Allied Health Careers: Salary and Job Facts

Find out about the types of jobs you could pursue in allied health. Read on to learn more about career options along with salary and job outlook information. Schools offering Medical Assisting degrees can also be found in these popular choices.

What Is the Allied Health Field?

The allied health field encompasses many different jobs that seek to help patients but does not include physicians or nurses. Examples include medical assisants, laboratory technicians, and emergency medical technicians (EMTs). Medical assistants usually take care of the paperwork before or after a doctor sees a patient. Medical and clinical laboratory technicians may take blood, run breathing tests, or collect various samples for testing and evaluation by a physician.
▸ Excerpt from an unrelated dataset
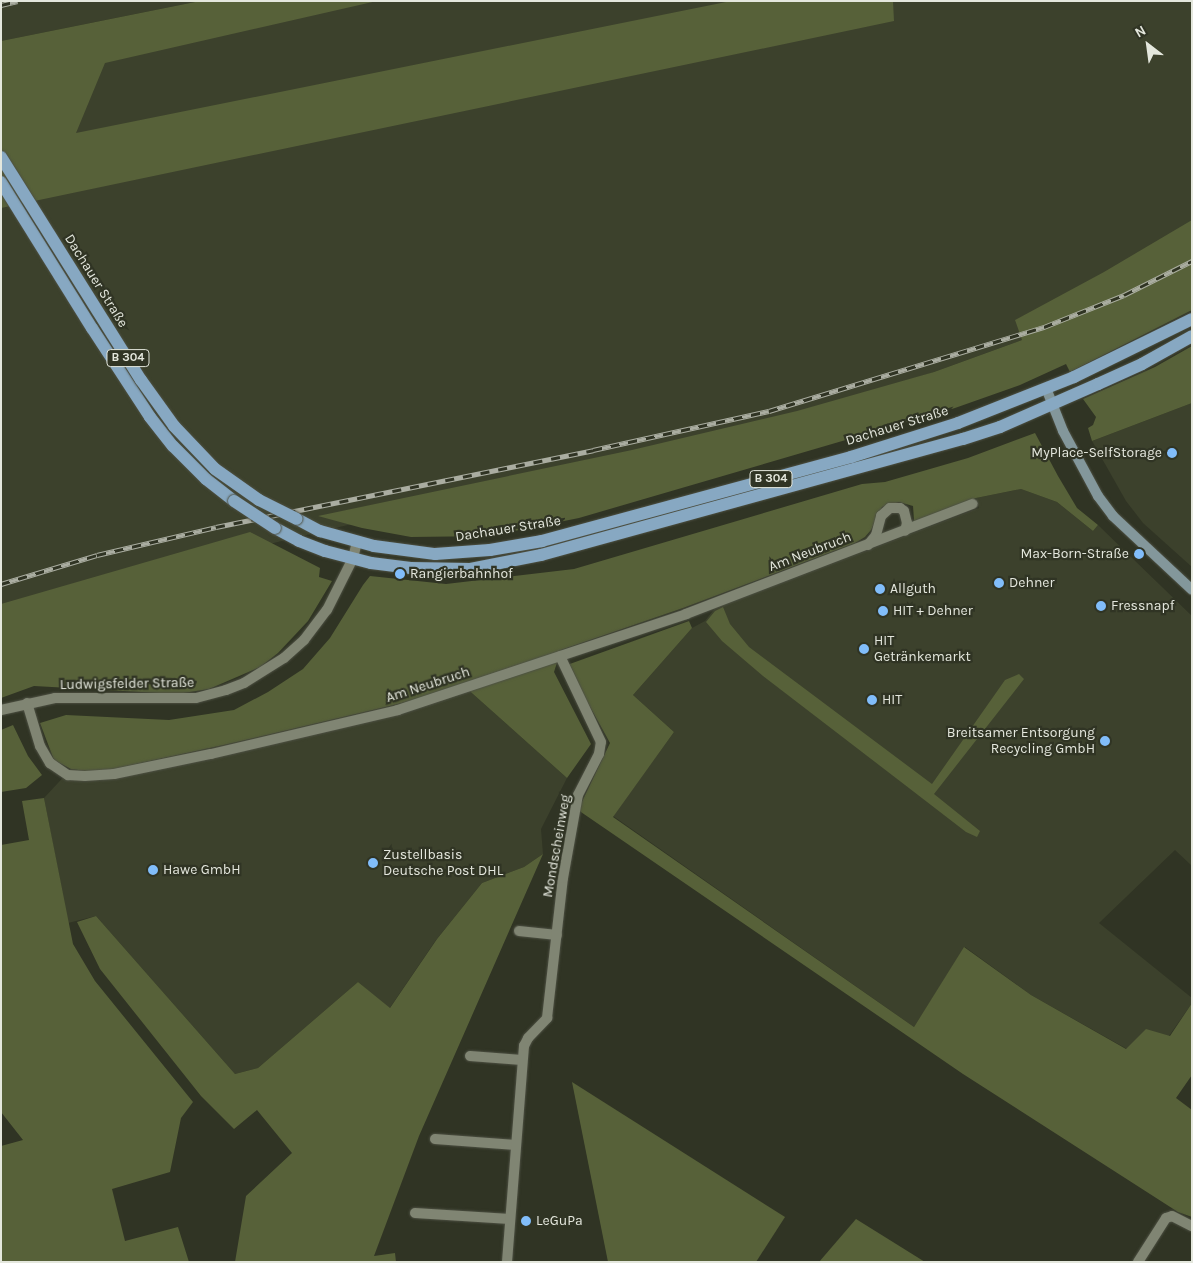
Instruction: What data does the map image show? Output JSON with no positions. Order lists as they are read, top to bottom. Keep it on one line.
{"streets":{"main road":["Dachauer Straße","B 304"],"street":["Am Neubruch","Ludwigsfelder Straße","Mondscheinweg"]},"crossings":[["Dachauer Straße","B 304"],["Dachauer Straße","Ludwigsfelder Straße"],["Am Neubruch","Ludwigsfelder Straße"],["Am Neubruch","Mondscheinweg"]],"places":["MyPlace-SelfStorage","Max-Born-Straße","Rangierbahnhof","Dehner","Allguth","Fressnapf","HIT + Dehner","HIT Getränkemarkt","HIT","Breitsamer Entsorgung Recycling GmbH","Zustellbasis Deutsche Post DHL","Hawe GmbH","LeGuPa"],"north":"top left"}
EMTs are trained for urgent situations like car accidents or home emergencies in which they give temporary aid and transport patients to the nearest medical facility.

Consider the information in the following table to determine if a career in allied health is right for you.

Medical Assistant Medical and Clinical Laboratory Technician EMT
Degree Required Postsecondary certificate common Associate's degree or postsecondary certificate Postsecondary nondegree award; CPR certification
Education Field of Study Biology, chemistry, anatomy Chemistry, biology, mathematics Anatomy and physiology
Key Skills Analytical, interpersonal, technical skills Ability to use technology, dexterity, physical stamina Interpersonal, problem solving, physical strength, and listening and speaking skills
Licensure or Certification Required Not required, but preferred by most employers Required in some states Required by all states
Job Growth (2014-2024) 23%* 18%* 24% for all EMTs and paramedics*
Median Salary (2015) $30,590* $38,970* $31,980 for all EMTs and paramedics*

Source: *U.S. Bureau of Labor Statistics.

What Occupations Can I Find in Allied Healthcare?

Allied health professionals work as part of a health care team, providing support services to dentists, nurses, and various medical doctors. Allied health is a broad field, with job options ranging from anesthesia technician or chiropractor to arts therapist or speech-language pathologist. Some common allied health careers you might consider include:

  • EMT or paramedic. These professionals provide emergency, sometimes life-saving, care in the event of an accident or sudden illness.
  • Laboratory technician. These allied health workers draw blood and other fluids under a physician's direction and process these samples to help diagnose and treat illnesses.
  • Dental hygienist. As a dental hygienist, you would clean and inspect patient's teeth, as well as alerting the dentist to any signs of oral disease. You also might assist the dentist during procedures, including replacing fillings or performing extractions.
  • Medical assistant. Often employed in private practices, medical assistants typically take medical histories, keep records and schedule appointments.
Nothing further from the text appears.